Wetenschap
Bacteriën, zoals alle levende cellen, hebben energie en voedingsstoffen nodig om eiwitten en structurele membranen op te bouwen en biochemische processen aan te sturen. Bacteriën vereisen bronnen van koolstof, stikstof, fosfor, ijzer en een groot aantal andere moleculen. Koolstof, stikstof en water worden in de grootste hoeveelheden gebruikt. De voedingsbehoeften voor bacteriën kunnen worden gegroepeerd op basis van de koolstofbron en de energiebron. Sommige soorten bacteriën moeten voorgevormde organische moleculen consumeren om energie te verkrijgen, terwijl andere bacteriën hun eigen energie uit anorganische bronnen kunnen genereren.

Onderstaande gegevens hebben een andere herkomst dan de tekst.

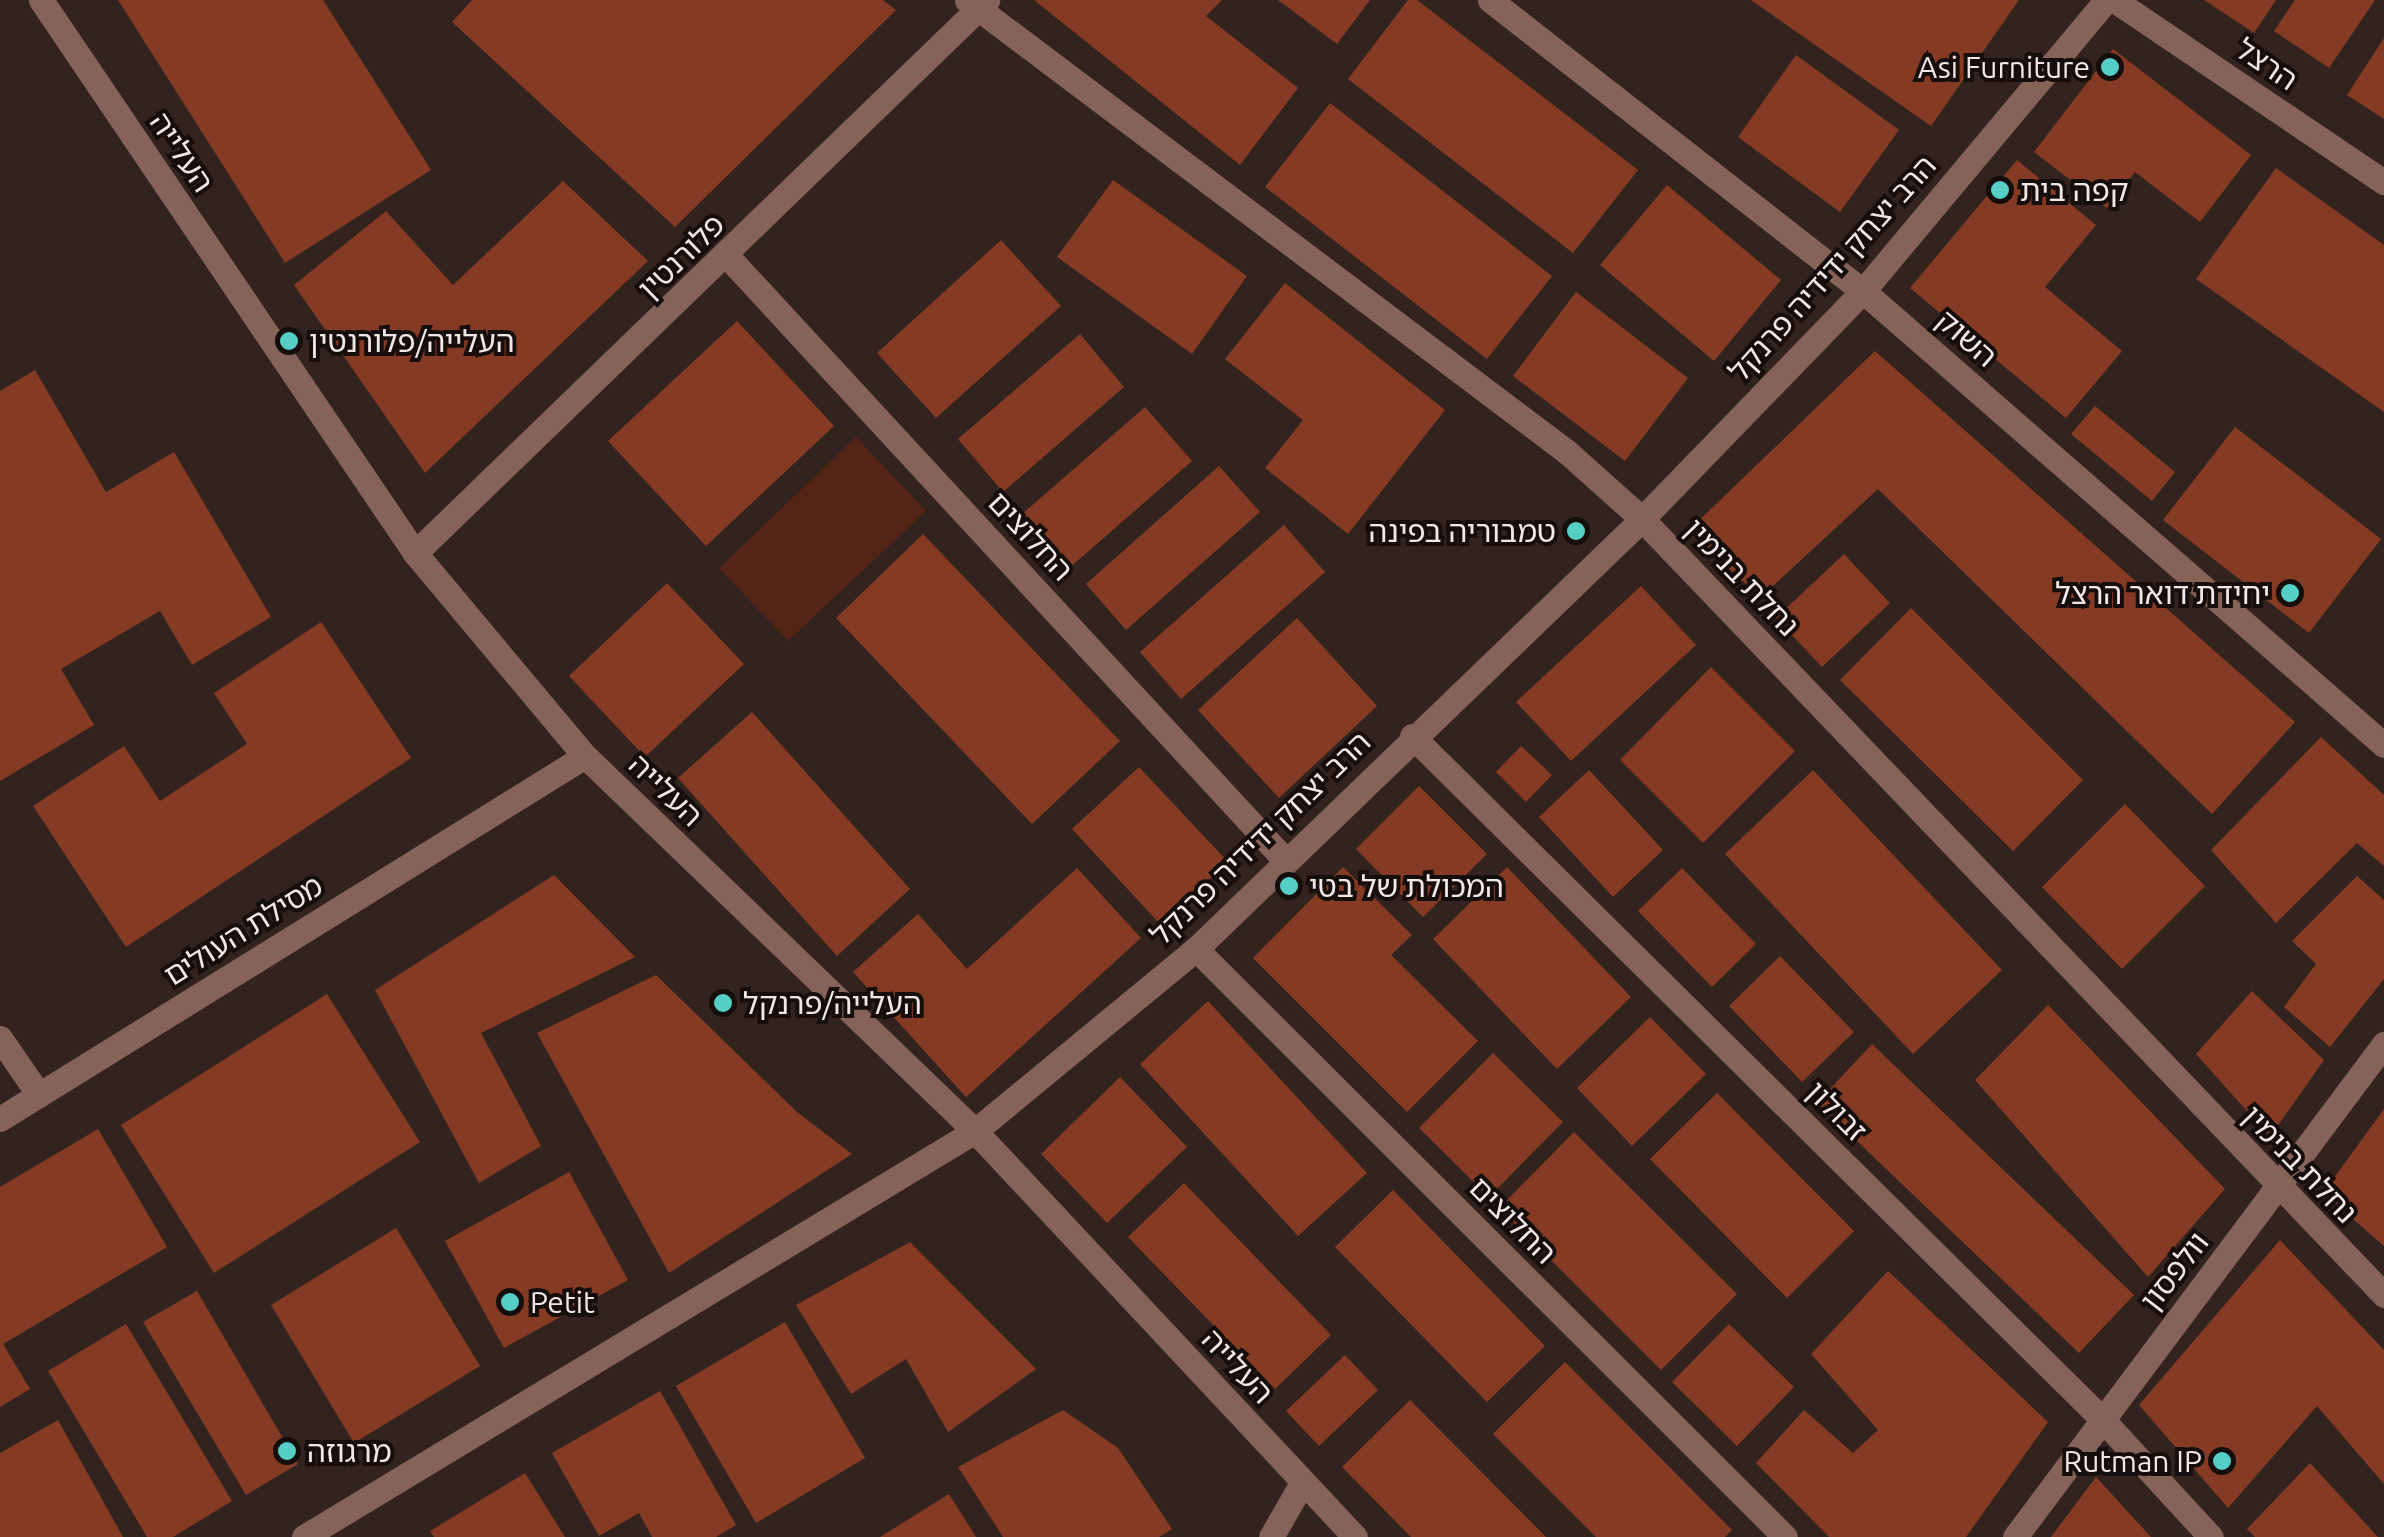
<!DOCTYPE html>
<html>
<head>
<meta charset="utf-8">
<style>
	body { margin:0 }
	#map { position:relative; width:2384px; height:1537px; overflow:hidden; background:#32231e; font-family:Ubuntu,"Noto Sans Hebrew",sans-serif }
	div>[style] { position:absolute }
	.green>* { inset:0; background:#542516 }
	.building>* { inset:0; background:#853b23 }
	.minor>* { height:25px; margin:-12.5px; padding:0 12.5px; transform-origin:12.5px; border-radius:12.5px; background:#866358 }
	.tertiary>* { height:25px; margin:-12.5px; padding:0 12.5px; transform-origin:12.5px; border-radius:12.5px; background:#866358 }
	.dots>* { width:28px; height:28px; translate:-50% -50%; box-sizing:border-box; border:5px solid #150e0c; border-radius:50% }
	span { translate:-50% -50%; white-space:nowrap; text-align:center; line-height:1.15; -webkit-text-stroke:8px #150e0c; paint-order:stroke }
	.street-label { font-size:30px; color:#f1e7e4 }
	.poi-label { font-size:30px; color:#f1e7e4 }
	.right { translate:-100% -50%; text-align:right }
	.left { translate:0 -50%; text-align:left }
</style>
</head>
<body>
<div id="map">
	<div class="green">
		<i style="clip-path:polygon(856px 437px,926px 511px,788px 641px,719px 568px)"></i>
	</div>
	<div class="building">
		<i style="clip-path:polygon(118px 0,323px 0,431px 170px,285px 263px)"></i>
		<i style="clip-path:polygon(472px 0,883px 0,896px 10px,675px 227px,452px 22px)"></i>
		<i style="clip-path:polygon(1034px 0,1222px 0,1206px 16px,1298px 88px,1240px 165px)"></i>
		<i style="clip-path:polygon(1278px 0,1370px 0,1337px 44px)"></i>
		<i style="clip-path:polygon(1408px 0,1417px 0,1638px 170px,1573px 253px,1348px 79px)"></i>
		<i style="clip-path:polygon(1751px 0,2019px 0,1931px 126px)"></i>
		<i style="clip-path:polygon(2204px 0,2276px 0,2254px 33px)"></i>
		<i style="clip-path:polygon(2295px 0,2375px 0,2329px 68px,2274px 31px)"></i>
		<i style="clip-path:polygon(2384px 38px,2384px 119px,2347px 95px)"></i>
		<i style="clip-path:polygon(2113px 49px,2251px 155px,2200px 222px,2135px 172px,2107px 208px,2034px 152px)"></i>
		<i style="clip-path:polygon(1796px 55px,1899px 130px,1840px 212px,1738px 137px)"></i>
		<i style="clip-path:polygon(1330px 103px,1552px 276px,1487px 359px,1265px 187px)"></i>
		<i style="clip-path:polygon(2017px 160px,2096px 225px,2045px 287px,2122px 351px,2066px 418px,1910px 288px)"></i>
		<i style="clip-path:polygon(2276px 168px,2384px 245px,2384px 412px,2196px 279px)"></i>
		<i style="clip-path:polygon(1113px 180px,1247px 276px,1192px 354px,1057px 257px)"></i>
		<i style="clip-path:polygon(563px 181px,648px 261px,425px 473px,294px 285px,386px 211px,453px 285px)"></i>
		<i style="clip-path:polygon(1667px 185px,1781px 280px,1714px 361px,1600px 265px)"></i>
		<i style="clip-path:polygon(1001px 240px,1061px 306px,936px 418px,877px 353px)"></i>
		<i style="clip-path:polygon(1285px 283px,1445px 410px,1348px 534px,1265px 468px,1303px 420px,1225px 359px)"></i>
		<i style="clip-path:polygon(1576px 292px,1688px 378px,1625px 461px,1513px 376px)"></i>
		<i style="clip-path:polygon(737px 321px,834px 426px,706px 546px,608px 441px)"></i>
		<i style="clip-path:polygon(1080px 334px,1124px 387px,1003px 492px,958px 439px)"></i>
		<i style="clip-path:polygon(1875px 351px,2295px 722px,2212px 814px,1878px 489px,1761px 597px,1687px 532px)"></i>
		<i style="clip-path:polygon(35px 370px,106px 492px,174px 452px,271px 617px,192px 665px,160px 611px,61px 669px,94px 725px,0 781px,0 391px)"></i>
		<i style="clip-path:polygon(2095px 406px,2175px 472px,2152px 501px,2071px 434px)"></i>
		<i style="clip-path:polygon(1145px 407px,1192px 461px,1068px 569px,1021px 515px)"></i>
		<i style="clip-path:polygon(2235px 427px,2381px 539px,2309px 633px,2163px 520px)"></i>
		<i style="clip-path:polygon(1219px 466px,1260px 512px,1126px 630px,1086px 584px)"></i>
		<i style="clip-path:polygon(1284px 525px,1325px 572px,1181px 699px,1140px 652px)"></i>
		<i style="clip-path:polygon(923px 534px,1120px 741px,1032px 824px,836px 618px)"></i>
		<i style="clip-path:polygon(1844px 554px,1890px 603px,1822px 667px,1776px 618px)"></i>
		<i style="clip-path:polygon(667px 583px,744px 664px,645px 757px,569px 676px)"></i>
		<i style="clip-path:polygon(1641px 586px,1696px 645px,1571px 761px,1516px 702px)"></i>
		<i style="clip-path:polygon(1911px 608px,2083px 780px,2013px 851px,1840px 680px)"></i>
		<i style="clip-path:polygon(1297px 618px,1377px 706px,1279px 798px,1198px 710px)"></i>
		<i style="clip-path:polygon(321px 622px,411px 758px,126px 947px,33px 806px,124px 746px,160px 801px,247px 744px,214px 693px)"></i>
		<i style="clip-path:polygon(1711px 667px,1795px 751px,1703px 843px,1620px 760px)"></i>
		<i style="clip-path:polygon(752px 712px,910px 889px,837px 956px,678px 778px)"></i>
		<i style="clip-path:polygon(2321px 737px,2384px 795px,2384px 866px,2357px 843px,2276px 923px,2211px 850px)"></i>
		<i style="clip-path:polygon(1521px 746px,1552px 775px,1526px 802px,1496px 772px)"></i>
		<i style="clip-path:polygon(1139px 767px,1228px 862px,1160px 924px,1072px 829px)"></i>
		<i style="clip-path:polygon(1589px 770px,1663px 850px,1613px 897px,1539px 817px)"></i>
		<i style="clip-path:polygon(1813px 770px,2002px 970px,1913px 1054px,1725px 854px)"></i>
		<i style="clip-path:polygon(1419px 786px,1487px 854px,1423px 917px,1356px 849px)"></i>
		<i style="clip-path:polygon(2125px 804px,2205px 886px,2122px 969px,2042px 887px)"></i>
		<i style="clip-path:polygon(1343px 867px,1412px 935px,1391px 955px,1478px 1041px,1407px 1112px,1253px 958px)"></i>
		<i style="clip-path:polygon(1507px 867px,1631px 997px,1557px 1069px,1433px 939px)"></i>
		<i style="clip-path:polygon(1077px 868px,1141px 938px,966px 1097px,853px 972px,918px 914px,967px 969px)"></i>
		<i style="clip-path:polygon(1682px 868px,1756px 944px,1712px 987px,1638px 911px)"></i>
		<i style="clip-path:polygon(554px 875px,635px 957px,481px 1033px,541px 1146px,479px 1183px,375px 990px)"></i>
		<i style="clip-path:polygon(2357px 876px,2384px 900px,2384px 979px,2330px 1047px,2284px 1007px,2316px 964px,2292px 941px)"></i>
		<i style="clip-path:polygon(1780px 956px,1854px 1032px,1802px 1082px,1729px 1006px)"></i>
		<i style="clip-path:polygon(656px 975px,797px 1112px,852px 1154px,669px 1273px,537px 1033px)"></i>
		<i style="clip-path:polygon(2252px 991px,2324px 1060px,2270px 1137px,2196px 1054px)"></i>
		<i style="clip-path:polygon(327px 994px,420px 1142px,214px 1273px,121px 1125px)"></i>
		<i style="clip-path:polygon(1208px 1001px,1367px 1173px,1298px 1236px,1140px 1064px)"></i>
		<i style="clip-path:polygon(2048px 1005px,2225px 1189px,2148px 1277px,1975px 1080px)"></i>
		<i style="clip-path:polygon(1650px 1017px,1706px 1074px,1632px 1146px,1577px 1088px)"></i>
		<i style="clip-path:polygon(1872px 1044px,2134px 1295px,2079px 1353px,1817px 1103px)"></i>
		<i style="clip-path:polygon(1493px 1053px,1563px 1122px,1489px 1197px,1419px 1128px)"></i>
		<i style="clip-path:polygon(1120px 1077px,1187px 1147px,1107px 1223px,1041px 1154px)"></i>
		<i style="clip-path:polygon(1717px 1093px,1854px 1231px,1787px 1298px,1650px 1159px)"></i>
		<i style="clip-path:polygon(2384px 1109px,2384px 1246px,2323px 1193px)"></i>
		<i style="clip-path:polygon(98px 1129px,167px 1247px,3px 1344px,30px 1389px,0 1407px,0 1187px)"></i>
		<i style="clip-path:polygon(1574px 1132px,1737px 1294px,1661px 1370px,1499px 1208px)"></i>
		<i style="clip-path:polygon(569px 1172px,628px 1280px,504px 1348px,445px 1241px)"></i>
		<i style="clip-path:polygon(1184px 1183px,1331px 1335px,1275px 1389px,1128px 1237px)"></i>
		<i style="clip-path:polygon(1393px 1190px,1545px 1346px,1487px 1402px,1335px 1247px)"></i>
		<i style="clip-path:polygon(396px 1228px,480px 1366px,354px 1443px,271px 1305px)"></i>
		<i style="clip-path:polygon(2280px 1240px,2384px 1350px,2384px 1484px,2317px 1406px,2228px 1508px,2139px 1405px)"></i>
		<i style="clip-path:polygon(910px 1242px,1036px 1369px,948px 1432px,906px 1359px,851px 1394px,796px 1305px)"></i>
		<i style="clip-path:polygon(1888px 1271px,2048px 1422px,1966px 1537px,1829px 1537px,1756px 1463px,1804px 1410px,1853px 1453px,1878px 1430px,1811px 1354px)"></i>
		<i style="clip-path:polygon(197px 1291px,298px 1464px,246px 1495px,143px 1322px)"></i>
		<i style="clip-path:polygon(785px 1322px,865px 1458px,756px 1523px,676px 1386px)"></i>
		<i style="clip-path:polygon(126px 1324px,232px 1501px,173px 1537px,147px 1537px,48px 1371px)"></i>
		<i style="clip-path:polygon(1729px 1324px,1794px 1387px,1737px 1446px,1672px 1382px)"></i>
		<i style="clip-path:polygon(1345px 1355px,1378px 1390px,1319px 1446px,1286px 1411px)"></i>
		<i style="clip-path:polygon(1565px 1362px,1732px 1530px,1725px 1537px,1596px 1537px,1493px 1434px)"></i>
		<i style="clip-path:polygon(660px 1391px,736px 1525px,716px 1537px,652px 1537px,639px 1513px,599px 1536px,552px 1453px)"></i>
		<i style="clip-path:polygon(1410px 1400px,1546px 1537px,1411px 1537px,1342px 1467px)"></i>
		<i style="clip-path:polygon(1063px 1410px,1118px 1448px,1172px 1529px,1159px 1537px,1003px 1537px,958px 1467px)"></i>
		<i style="clip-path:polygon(58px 1420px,123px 1537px,0 1537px,0 1453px)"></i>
		<i style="clip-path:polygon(2310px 1463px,2378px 1537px,2255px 1537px,2247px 1529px)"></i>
		<i style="clip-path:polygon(525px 1473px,565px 1537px,434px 1537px,430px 1531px)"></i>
		<i style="clip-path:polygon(2096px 1477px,2151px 1537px,2051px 1537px)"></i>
		<i style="clip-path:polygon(949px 1494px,976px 1537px,880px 1537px)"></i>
	</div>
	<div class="minor">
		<i style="left:967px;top:0;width:750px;rotate:36.98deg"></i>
		<i style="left:1566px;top:451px;width:102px;rotate:41.8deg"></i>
		<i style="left:1642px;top:519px;width:1074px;rotate:46.28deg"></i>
		<i style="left:1490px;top:0;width:473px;rotate:38deg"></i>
		<i style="left:1863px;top:291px;width:691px;rotate:41.07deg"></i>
		<i style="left:728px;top:257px;width:821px;rotate:47.27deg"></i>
		<i style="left:415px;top:553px;width:796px;rotate:-44.03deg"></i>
		<i style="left:1412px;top:736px;width:969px;rotate:44.71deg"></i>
		<i style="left:2101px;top:1418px;width:162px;rotate:47.3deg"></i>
		<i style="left:1196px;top:949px;width:832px;rotate:44.95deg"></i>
		<i style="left:0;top:1038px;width:69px;rotate:55.6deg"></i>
		<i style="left:0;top:1119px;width:688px;rotate:-31.82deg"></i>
		<i style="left:304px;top:1537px;width:784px;rotate:-31.18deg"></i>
		<i style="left:975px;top:1131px;width:286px;rotate:-39.5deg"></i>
		<i style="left:1196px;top:949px;width:620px;rotate:-43.95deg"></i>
		<i style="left:1642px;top:519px;width:318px;rotate:-45.9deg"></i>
		<i style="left:1863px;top:291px;width:379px;rotate:-50.1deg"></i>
		<i style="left:1271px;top:1537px;width:62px;rotate:-60.1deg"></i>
		<i style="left:2015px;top:1537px;width:616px;rotate:-53.19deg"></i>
	</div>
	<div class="tertiary">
		<i style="left:41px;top:0;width:668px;rotate:55.93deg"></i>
		<i style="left:415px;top:553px;width:265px;rotate:50.1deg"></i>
		<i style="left:585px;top:756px;width:541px;rotate:43.88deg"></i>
		<i style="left:975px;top:1131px;width:556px;rotate:46.89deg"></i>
		<i style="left:2114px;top:0;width:326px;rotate:34deg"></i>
	</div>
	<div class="dots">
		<i style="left:2110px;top:67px;background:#55cec5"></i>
		<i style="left:2000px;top:190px;background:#55cec5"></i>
		<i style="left:289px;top:341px;background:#55cec5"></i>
		<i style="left:1576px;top:531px;background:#55cec5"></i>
		<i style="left:2290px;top:593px;background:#55cec5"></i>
		<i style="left:1289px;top:886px;background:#55cec5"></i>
		<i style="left:723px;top:1003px;background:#55cec5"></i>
		<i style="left:510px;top:1302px;background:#55cec5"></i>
		<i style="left:287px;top:1451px;background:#55cec5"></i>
		<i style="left:2222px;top:1461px;background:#55cec5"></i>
	</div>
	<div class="street-label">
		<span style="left:2267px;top:64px;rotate:34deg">הרצל</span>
		<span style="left:182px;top:152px;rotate:56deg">העלייה</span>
		<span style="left:681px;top:256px;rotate:-44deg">פלורנטין</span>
		<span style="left:1832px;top:268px;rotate:-48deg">הרב יצחק ידידיה פרנקל</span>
		<span style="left:1967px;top:338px;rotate:41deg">השוק</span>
		<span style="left:1031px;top:536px;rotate:47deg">החלוצים</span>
		<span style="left:1742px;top:577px;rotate:46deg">נחלת בנימין</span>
		<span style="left:666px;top:790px;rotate:44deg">העלייה</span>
		<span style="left:1260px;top:838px;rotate:-44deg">הרב יצחק ידידיה פרנקל</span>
		<span style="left:243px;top:930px;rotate:-32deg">מסילת העולים</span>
		<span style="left:1837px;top:1111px;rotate:45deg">זבולון</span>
		<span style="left:2300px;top:1164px;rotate:46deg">נחלת בנימין</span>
		<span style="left:1513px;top:1220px;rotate:45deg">החלוצים</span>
		<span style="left:2174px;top:1271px;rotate:-52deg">וולפסון</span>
		<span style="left:1238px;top:1366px;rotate:47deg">העלייה</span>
	</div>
	<div class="poi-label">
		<span class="right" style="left:2090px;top:67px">Asi Furniture</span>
		<span class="left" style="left:2020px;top:190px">קפה בית</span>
		<span class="left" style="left:309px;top:341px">העלייה/פלורנטין</span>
		<span class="right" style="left:1556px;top:531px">טמבוריה בפינה</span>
		<span class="right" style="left:2270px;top:593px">יחידת דואר הרצל</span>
		<span class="left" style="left:1309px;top:886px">המכולת של בטי</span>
		<span class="left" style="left:743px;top:1003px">העלייה/פרנקל</span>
		<span class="left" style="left:530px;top:1302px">Petit</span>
		<span class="left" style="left:307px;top:1451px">מרגוזה</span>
		<span class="right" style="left:2202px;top:1461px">Rutman IP</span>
	</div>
</div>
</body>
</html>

Autotrophs en Heterotrophs
Sommige bacteriën verkrijgen energie door organische moleculen te consumeren. Deze organismen zijn heterotrofen, zoals dieren en schimmels die andere organismen eten. Andere soorten bacteriën maken hun eigen voedsel door lichtenergie, chemische energie of anorganische stoffen om te zetten in bruikbare energie die deze eencellige organismen nodig hebben om te leven. Deze doe-het-zelfbacteriën zijn autotrofen, zoals planten en algen.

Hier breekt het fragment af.